WEST SPRINGFIELD, Mass. (WWLP) - It has been six months since 26 students and educators were killed at Sandy Hook Elementary School in Newtown, Connecticut.
As the nation marked the day with ceremony, teachers in western Massachusetts say their schools will never be the same.
"You look at our little kids in first and second grade and say this could happen here. It's a horrible thought but we're ready, we're doing a lot of things," said Fausey Elementary School Reading Specialist, Tim Harty.
Nowadays, it's not unusual when you walk into a school in western Massachusetts to be greeted by a locked door and a buzzing system.
Like many schools in western Mass., Fausey Elementary School in West Springfield keeps a close eye on those who walk through their doors. The security equipment is only part of it.

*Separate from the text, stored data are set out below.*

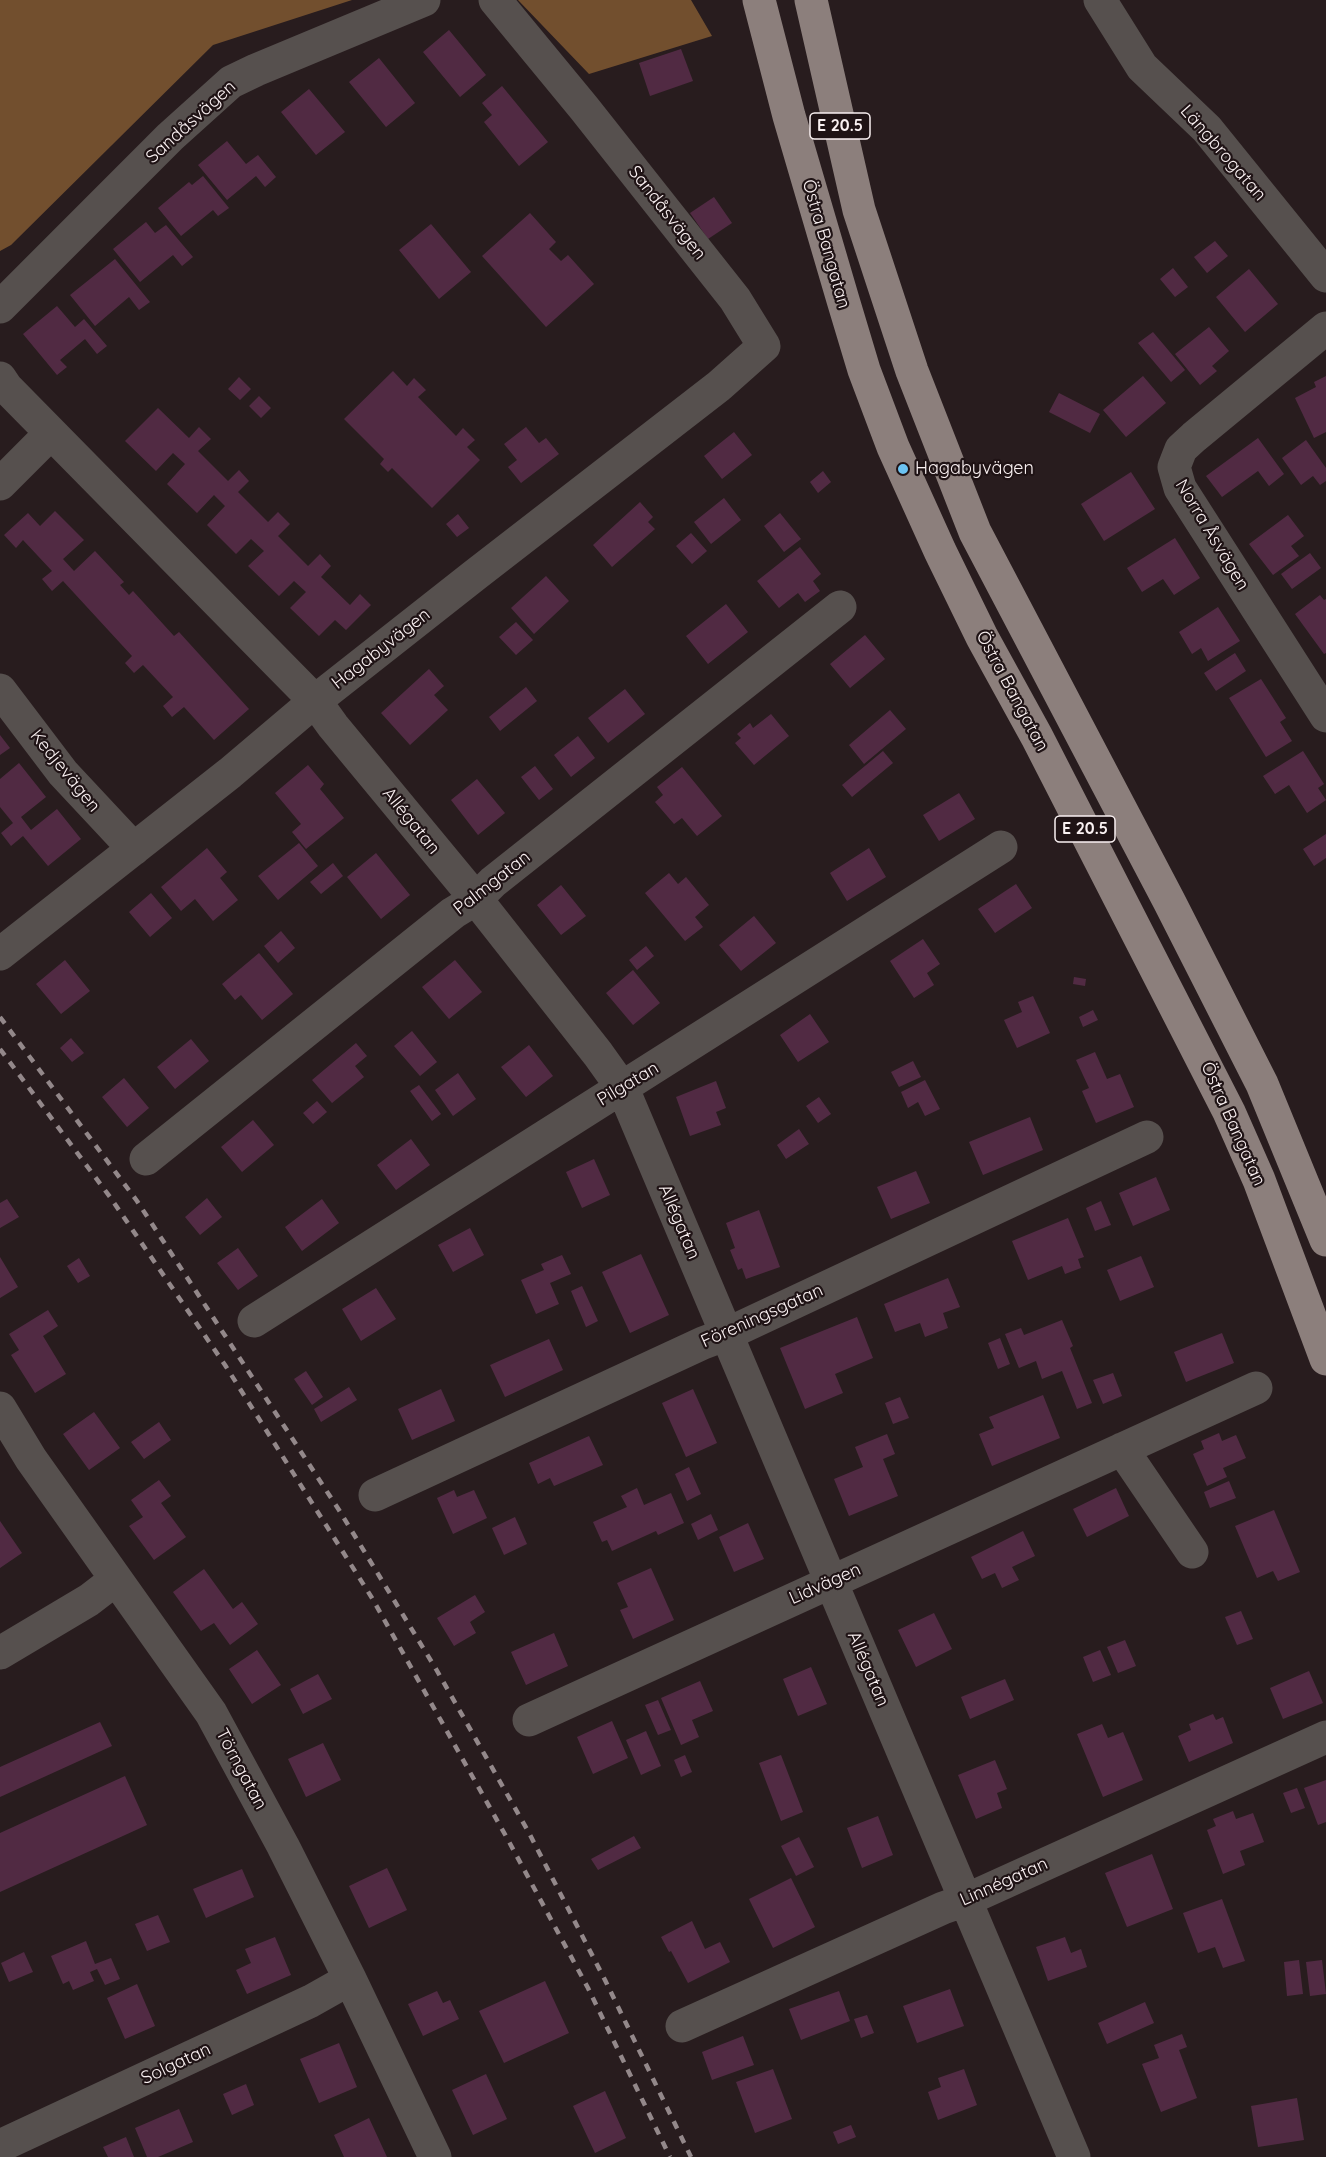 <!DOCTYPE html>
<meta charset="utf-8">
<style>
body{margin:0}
canvas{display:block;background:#281c1e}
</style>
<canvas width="1326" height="2157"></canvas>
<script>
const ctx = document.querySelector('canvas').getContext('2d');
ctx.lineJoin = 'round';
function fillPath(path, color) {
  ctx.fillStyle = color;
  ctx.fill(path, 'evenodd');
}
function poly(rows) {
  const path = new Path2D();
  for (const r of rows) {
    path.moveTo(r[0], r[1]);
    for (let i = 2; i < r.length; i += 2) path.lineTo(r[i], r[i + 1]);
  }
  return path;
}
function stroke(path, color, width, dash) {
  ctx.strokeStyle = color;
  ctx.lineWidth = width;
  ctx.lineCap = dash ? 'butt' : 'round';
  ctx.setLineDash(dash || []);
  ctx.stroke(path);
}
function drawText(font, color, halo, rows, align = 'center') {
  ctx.font = font + ' Quicksand,sans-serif';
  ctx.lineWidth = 4.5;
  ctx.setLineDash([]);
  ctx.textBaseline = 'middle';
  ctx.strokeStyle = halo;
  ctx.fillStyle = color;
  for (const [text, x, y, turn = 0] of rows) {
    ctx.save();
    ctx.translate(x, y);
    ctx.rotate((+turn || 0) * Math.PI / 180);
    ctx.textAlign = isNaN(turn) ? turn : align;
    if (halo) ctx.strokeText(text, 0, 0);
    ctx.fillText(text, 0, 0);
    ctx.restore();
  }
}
const forest = poly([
 [0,0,352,0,213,45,11,245,0,251],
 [518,0,691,0,712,36,589,74]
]);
const building = poly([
 [449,30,486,75,460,97,423,52],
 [681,49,693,81,650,96,639,63],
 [379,58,415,103,386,127,349,82],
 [502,86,548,142,519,166,484,122,492,115,482,103],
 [309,89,345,132,316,155,281,112],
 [227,141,246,164,258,155,276,177,265,187,256,176,227,200,198,165],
 [203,176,229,208,218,216,213,210,181,236,158,208,189,182,192,185],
 [714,197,732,223,708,239,690,213],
 [530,213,556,242,549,249,561,261,568,255,594,284,546,327,482,256],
 [146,222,155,233,166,225,193,257,182,266,173,255,140,282,113,249],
 [431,224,471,272,439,299,399,250],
 [1215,241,1228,256,1207,273,1194,257],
 [115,259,150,302,139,310,129,297,95,326,70,295],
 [1173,268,1188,287,1175,297,1160,279],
 [1249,269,1278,304,1245,332,1216,297],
 [57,306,75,327,84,319,107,346,97,354,85,339,60,360,67,367,57,375,23,334],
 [1209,327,1229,351,1212,366,1217,371,1200,385,1175,354],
 [1153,332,1185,370,1171,382,1138,343],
 [393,371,407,386,414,378,426,390,418,397,456,436,463,428,475,440,467,447,480,460,432,508,392,468,388,472,380,464,384,459,344,419],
 [1143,376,1166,403,1126,437,1103,410],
 [1326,376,1326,432,1314,438,1295,398,1316,387,1314,382],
 [239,377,251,389,240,400,228,389],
 [1059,393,1100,414,1090,433,1049,412],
 [259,396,271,408,261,418,249,406],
 [158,408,189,438,199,427,211,439,198,451,228,481,239,470,249,481,238,492,268,522,278,512,290,524,278,536,308,566,320,554,331,566,321,577,350,605,360,594,371,605,346,630,335,620,319,636,290,608,306,592,294,581,279,596,248,566,264,551,251,539,236,554,207,525,225,506,214,495,197,513,167,484,185,464,173,453,156,471,125,441],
 [526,427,539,443,546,438,559,454,521,483,508,467,517,460,504,444],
 [734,432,752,455,722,479,704,456],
 [1258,438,1284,474,1269,486,1258,471,1222,497,1206,476],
 [1306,440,1326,468,1326,481,1320,485,1313,476,1301,485,1282,458],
 [823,471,831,482,818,493,810,482],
 [1131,472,1155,509,1104,541,1081,504],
 [724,498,741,520,711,544,694,522],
 [640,502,653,517,648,522,655,529,612,567,593,545],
 [55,511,84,540,63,559,74,571,95,551,124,582,120,585,129,595,133,591,174,636,179,632,249,709,214,740,184,707,172,717,163,706,173,697,143,665,134,673,125,663,132,656,63,581,52,591,42,579,52,571,23,540,16,548,4,535,28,513,40,526],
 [780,513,801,539,784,552,764,526],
 [458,514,469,528,457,537,446,524],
 [1288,515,1304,536,1291,546,1299,556,1273,575,1249,544],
 [691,533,707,551,692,564,676,546],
 [1175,538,1200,578,1174,595,1163,579,1142,592,1127,568],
 [800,547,821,574,813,581,820,591,805,602,798,593,779,608,757,581],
 [1310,553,1321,568,1292,589,1281,574],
 [546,576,569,601,534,634,511,608],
 [1320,595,1324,600,1326,599,1326,653,1324,654,1295,614],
 [726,604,748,632,708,664,686,636],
 [1218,607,1240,641,1208,661,1201,648,1192,654,1179,632],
 [516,622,533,640,516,655,499,637],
 [865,635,885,659,850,688,830,664],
 [1235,653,1246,671,1216,691,1204,673],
 [429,669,444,686,434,695,448,710,410,745,381,713],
 [1261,679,1286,718,1280,722,1292,741,1266,757,1229,698],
 [526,687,537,701,500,731,489,717],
 [625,689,645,714,608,743,588,718],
 [890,710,906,729,864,764,849,745],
 [771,714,789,736,754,765,735,743,741,738,737,734,750,723,753,728],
 [0,735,10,748,0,755],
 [578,736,595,758,571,777,554,755],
 [883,751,893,763,852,797,842,785],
 [1303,751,1324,784,1318,788,1326,800,1307,813,1289,785,1275,794,1263,776],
 [19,763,46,797,21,817,31,830,57,809,81,839,48,866,23,836,11,846,1,833,13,823,0,807,0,779],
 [308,765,324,784,320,789,344,818,306,849,292,832,301,824,275,793],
 [535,766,553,789,539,800,521,777],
 [682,767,722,816,697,836,682,818,674,824,655,802,663,795,657,787],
 [477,779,505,813,478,835,451,800],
 [959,793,975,819,939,841,923,815],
 [1326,834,1326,858,1314,866,1303,849],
 [299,843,318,866,278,900,258,876],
 [207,848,227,872,220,878,238,900,213,921,195,899,181,911,161,887],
 [869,848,886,877,847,901,830,873],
 [376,853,410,895,381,919,347,877],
 [333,863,343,876,321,894,310,882],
 [669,873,678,884,686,877,709,905,695,917,703,927,685,941,645,893],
 [1016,884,1032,908,995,933,978,909],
 [561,885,586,916,561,935,537,905],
 [151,893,172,918,150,937,129,912],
 [754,916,776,943,741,971,719,945],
 [281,931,295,948,278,963,264,946],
 [923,939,940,964,927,973,934,985,914,998,890,961],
 [646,946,654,956,637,970,629,960],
 [259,953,293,994,262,1020,241,995,235,1000,222,984],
 [65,960,90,991,61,1014,36,984],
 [455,960,482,992,449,1019,422,987],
 [633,970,660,1003,633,1025,606,993],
 [1074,977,1086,979,1085,986,1073,984],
 [1033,996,1050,1033,1017,1048,1004,1020,1022,1012,1018,1002],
 [1093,1010,1098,1020,1083,1027,1079,1017],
 [810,1014,829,1042,798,1062,780,1035],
 [412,1031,437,1062,420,1076,394,1046],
 [71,1038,84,1053,72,1062,60,1048],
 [191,1039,209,1061,175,1089,157,1067],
 [356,1043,367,1056,355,1066,364,1077,332,1103,312,1080],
 [529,1045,553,1076,526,1097,501,1067],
 [1095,1052,1107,1079,1120,1074,1134,1107,1096,1123,1082,1091,1089,1088,1076,1060],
 [913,1061,921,1077,899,1087,891,1072],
 [458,1073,476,1099,453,1116,435,1090],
 [124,1078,149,1108,127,1127,102,1097],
 [925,1080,940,1109,925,1116,918,1102,908,1108,901,1092],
 [716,1081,726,1108,716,1112,721,1125,690,1136,676,1097],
 [419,1085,441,1114,432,1121,410,1091],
 [819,1097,831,1114,818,1123,806,1106],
 [317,1101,327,1112,313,1124,303,1113],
 [1030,1117,1043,1150,983,1175,969,1142],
 [253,1120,274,1145,242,1172,221,1147],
 [799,1129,809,1144,786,1159,777,1145],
 [411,1139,430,1165,396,1190,377,1165],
 [594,1159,610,1195,582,1208,566,1172],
 [916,1171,930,1203,891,1219,877,1187],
 [1156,1177,1170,1210,1133,1226,1119,1193],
 [207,1198,222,1217,200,1235,185,1217],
 [7,1199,19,1217,0,1228,0,1203],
 [322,1199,339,1223,302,1251,285,1227],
 [1101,1201,1111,1225,1095,1231,1086,1208],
 [759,1210,780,1267,746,1279,742,1268,738,1270,730,1250,735,1248,726,1223],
 [1068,1218,1084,1257,1078,1259,1081,1268,1065,1274,1062,1266,1028,1280,1012,1241],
 [470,1228,484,1255,453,1272,438,1245],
 [238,1248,258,1276,238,1290,217,1263],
 [641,1254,669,1315,630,1333,602,1272],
 [562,1255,571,1274,550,1283,559,1304,536,1314,521,1280,544,1270,541,1264],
 [1141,1256,1154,1287,1120,1301,1107,1270],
 [0,1257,18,1287,0,1298],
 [79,1258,90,1276,78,1283,67,1266],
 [948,1278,960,1307,943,1313,948,1328,925,1337,920,1323,895,1332,884,1304],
 [582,1286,598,1321,586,1327,571,1291],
 [376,1288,396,1319,361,1341,342,1309],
 [48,1310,58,1326,43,1336,66,1374,35,1393,11,1355,19,1350,9,1334],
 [857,1317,873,1358,835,1374,843,1393,805,1409,780,1348],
 [1062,1320,1073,1346,1070,1348,1092,1403,1077,1409,1062,1371,1042,1379,1036,1361,1019,1368,1005,1334,1021,1328,1024,1335],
 [1222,1333,1234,1363,1186,1382,1174,1352],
 [1000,1338,1010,1364,998,1369,988,1343],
 [549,1339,563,1370,505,1397,490,1365],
 [306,1371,323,1397,312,1405,294,1379],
 [1113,1373,1122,1396,1103,1404,1093,1380],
 [349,1387,357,1400,321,1422,314,1409],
 [441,1389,455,1421,412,1440,398,1409],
 [693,1389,717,1443,686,1457,662,1403],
 [1043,1395,1060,1438,992,1466,979,1434,994,1428,989,1417],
 [900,1397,909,1418,893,1424,885,1403],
 [94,1412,120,1448,89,1470,63,1434],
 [159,1422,171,1440,144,1459,131,1442],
 [1219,1433,1222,1441,1236,1435,1246,1458,1223,1468,1227,1477,1207,1486,1193,1454,1204,1449,1201,1441],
 [887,1434,895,1454,883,1459,898,1496,849,1516,834,1479,863,1467,855,1447],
 [589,1436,603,1465,554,1486,550,1478,538,1484,529,1463],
 [689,1467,701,1494,687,1501,675,1474],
 [159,1480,171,1496,161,1503,186,1537,154,1560,129,1526,143,1517,131,1500],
 [1229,1481,1236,1498,1210,1508,1204,1492],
 [637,1488,644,1505,671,1493,684,1523,658,1535,656,1531,612,1551,607,1540,602,1542,593,1522,627,1507,621,1496],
 [1116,1488,1129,1516,1087,1537,1073,1509],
 [454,1490,457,1497,474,1490,487,1518,453,1534,437,1498],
 [1274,1510,1300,1572,1278,1581,1273,1571,1257,1578,1235,1526],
 [711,1514,718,1530,698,1540,691,1524],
 [515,1517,527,1544,504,1555,492,1528],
 [0,1521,22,1553,0,1568],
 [748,1523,764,1559,734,1572,719,1537],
 [1023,1531,1035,1556,1012,1567,1019,1580,1002,1588,995,1573,982,1579,971,1557],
 [651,1568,674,1620,633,1639,620,1610,628,1607,617,1583],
 [204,1569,233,1609,242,1602,258,1624,230,1645,214,1623,201,1631,173,1592],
 [475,1595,485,1612,470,1622,476,1633,454,1646,437,1618],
 [1241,1611,1253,1639,1237,1645,1225,1617],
 [934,1613,952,1649,916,1667,898,1630],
 [554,1633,568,1666,526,1685,511,1652],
 [1125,1640,1136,1666,1118,1673,1107,1647],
 [257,1650,281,1685,252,1704,229,1669],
 [1100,1650,1111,1675,1093,1682,1083,1657],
 [811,1667,827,1704,798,1716,783,1679],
 [1309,1671,1323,1703,1283,1719,1270,1688],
 [318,1674,332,1699,303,1714,290,1689],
 [1005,1679,1014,1700,970,1719,961,1697],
 [700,1681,713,1711,692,1720,699,1737,681,1745,661,1698],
 [658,1700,671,1730,658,1735,645,1705],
 [1213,1714,1216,1720,1223,1717,1233,1743,1189,1762,1178,1736,1191,1730,1189,1724],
 [612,1721,628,1758,593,1774,577,1737],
 [100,1722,112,1746,0,1797,0,1767],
 [1102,1724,1108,1738,1123,1732,1143,1780,1103,1797,1077,1734],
 [646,1731,661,1766,641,1775,626,1740],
 [323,1743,341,1780,306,1797,288,1759],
 [685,1755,692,1772,681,1777,674,1760],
 [781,1755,803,1812,781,1821,759,1763],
 [995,1760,1007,1789,997,1793,1002,1808,976,1819,958,1775],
 [125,1776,147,1825,0,1892,0,1833],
 [1326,1780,1326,1822,1318,1825,1304,1788],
 [1297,1788,1305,1808,1291,1813,1283,1793],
 [1233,1811,1236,1819,1253,1813,1264,1842,1240,1851,1245,1865,1223,1874,1207,1830,1216,1826,1213,1819],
 [878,1816,893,1855,862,1868,847,1828],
 [634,1836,641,1848,598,1870,591,1859],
 [799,1837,814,1867,796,1876,781,1846],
 [1152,1854,1173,1909,1127,1927,1105,1873],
 [387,1868,407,1910,369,1928,349,1886],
 [242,1869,254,1897,206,1918,193,1889],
 [791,1878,815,1927,773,1948,749,1899],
 [1222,1899,1245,1961,1223,1968,1215,1947,1198,1953,1183,1913],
 [158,1915,170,1942,147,1951,135,1924],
 [692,1921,705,1949,720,1942,730,1962,688,1983,671,1951,669,1952,661,1937],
 [275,1937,291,1975,247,1994,236,1970,251,1963,245,1949],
 [1065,1937,1071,1953,1081,1949,1087,1967,1048,1981,1036,1947],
 [86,1941,95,1964,111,1958,120,1979,105,1985,97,1969,90,1972,94,1981,73,1990,69,1981,63,1984,51,1956],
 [24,1952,33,1972,9,1982,1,1963],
 [1299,1960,1303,1994,1287,1996,1284,1962],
 [1322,1960,1326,1994,1310,1996,1306,1962],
 [545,1981,569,2033,504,2063,479,2011],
 [137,1984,155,2026,125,2039,107,1998],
 [950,1989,964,2026,917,2043,903,2006],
 [437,1991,443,2003,450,2000,459,2019,423,2036,408,2004],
 [839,1991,850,2021,801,2040,789,2009],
 [1145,2002,1154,2023,1107,2044,1098,2023],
 [867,2015,874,2033,861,2038,854,2019],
 [1182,2034,1187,2047,1179,2050,1197,2098,1161,2112,1142,2064,1159,2058,1154,2045],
 [743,2036,754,2065,712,2080,702,2052],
 [339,2043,357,2087,319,2103,300,2059],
 [773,2069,792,2119,755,2133,736,2082],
 [964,2069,977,2105,938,2120,928,2092,941,2087,938,2078],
 [486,2074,507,2119,473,2135,452,2090],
 [246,2084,254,2105,232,2115,223,2094],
 [605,2091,626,2138,595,2153,573,2106],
 [1297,2098,1304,2140,1258,2147,1251,2106],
 [179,2109,193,2142,158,2157,147,2157,135,2128],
 [369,2118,387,2157,344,2157,334,2135],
 [851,2125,856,2137,838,2144,833,2132],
 [126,2137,134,2157,108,2157,103,2147]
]);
const minor = poly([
 [1100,0,1142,67,1207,129,1326,276],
 [0,307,170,137,231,82,256,70,424,0],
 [1326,328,1194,437,1181,449,1174,467,1180,488,1326,716],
 [0,378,6,387,315,701,333,726,476,899,598,1054,623,1089,1074,2157],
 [0,484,51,433],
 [0,690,63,773,134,849],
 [0,954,230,773,315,701,475,575,719,386,764,346,735,299,584,108,495,0],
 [146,1159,453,913,476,899,493,882,840,607],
 [254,1321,1001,847],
 [0,1408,31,1459,211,1713,283,1846,350,1979,435,2157],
 [1122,1449,1192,1552],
 [375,1495,703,1343,727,1334,1147,1137],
 [0,1653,89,1600,115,1580],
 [529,1720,1256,1388],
 [682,2026,943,1908,966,1900,1326,1737],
 [0,2146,311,2001,350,1979]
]);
const major = poly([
 [759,0,789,116,843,300,864,370,893,447,940,551,982,637,1037,737,1229,1112,1259,1180,1326,1359],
 [811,0,859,210,912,371,975,532,1169,901,1262,1084,1326,1240]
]);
const rail = poly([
 [0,1017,137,1201,339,1510,436,1669,528,1831,605,1980,691,2157],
 [0,1049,110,1197,225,1365,372,1598,507,1838,588,1988,670,2157]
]);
const markers = [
 [903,469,6,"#6cc3f2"]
];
const shields = [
 [840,126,60],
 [1085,829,60]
];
const shieldNames = [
 ["E 20.5",840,126],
 ["E 20.5",1085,829]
];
const streetNames = [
 ["Sandåsvägen",191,122,-42],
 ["Längbrogatan",1223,153,49],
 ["Sandåsvägen",667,213,52],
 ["Östra Bangatan",826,244,74],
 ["Norra Åsvägen",1212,535,59],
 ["Hagabyvägen",381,649,-38],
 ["Östra Bangatan",1012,691,62],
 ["Kedjevägen",65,771,51],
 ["Allégatan",411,821,51],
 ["Palmgatan",492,883,-38],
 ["Pilgatan",628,1084,-31],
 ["Östra Bangatan",1233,1124,66],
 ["Allégatan",679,1222,67],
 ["Föreningsgatan",762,1316,-24],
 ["Lidvägen",825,1584,-24],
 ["Allégatan",868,1669,67],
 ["Törngatan",241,1769,62],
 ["Linnégatan",1004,1882,-24],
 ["Solgatan",176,2064,-25]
];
const poiNames = [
 ["Hagabyvägen",915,469]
];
fillPath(forest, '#724f2e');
fillPath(building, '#512a43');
stroke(minor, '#56504e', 33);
stroke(major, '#8c7f7c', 33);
stroke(rail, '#93888a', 4.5, [8, 8]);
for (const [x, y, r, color] of markers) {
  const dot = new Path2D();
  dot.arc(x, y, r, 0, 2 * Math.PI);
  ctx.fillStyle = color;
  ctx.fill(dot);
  stroke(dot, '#1f1315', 2);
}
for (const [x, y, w] of shields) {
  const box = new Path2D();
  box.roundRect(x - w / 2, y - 13, w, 26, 4.5);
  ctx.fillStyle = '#1f1315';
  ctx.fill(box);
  stroke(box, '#faf1f2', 1.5);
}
drawText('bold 16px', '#faf1f2', null, shieldNames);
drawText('18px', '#faf1f2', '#1f1315', streetNames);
drawText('18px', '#faf1f2', '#1f1315', poiNames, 'left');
</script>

West Springfield Superintendent Russell Johnston says the Newtown tragedy brought the schools closer with its local police department.
"We've arranged it with the officers if they need to fill out paperwork or complete tasks that they can do in their cruisers, they're doing that in front of our buildings, that's meant to mean that they can show up at random times and an external threat might not know when the police would be in the schools," said Superintendent Johnston.
Most schools responded to the tragedy by stepping up security, but reading specialist Tim Harty says it's not just security that's changed, it's their peace of mind.
"It's always difficult. Years ago, you never worried about this stuff happening, but especially since Newtown, how it hits so close to home and it's an elementary school," Harty added.
West Springfield's Superintendent says they're not finished yet. After school ends this year they want to put their teachers through additional training so they are better prepared for any intruder.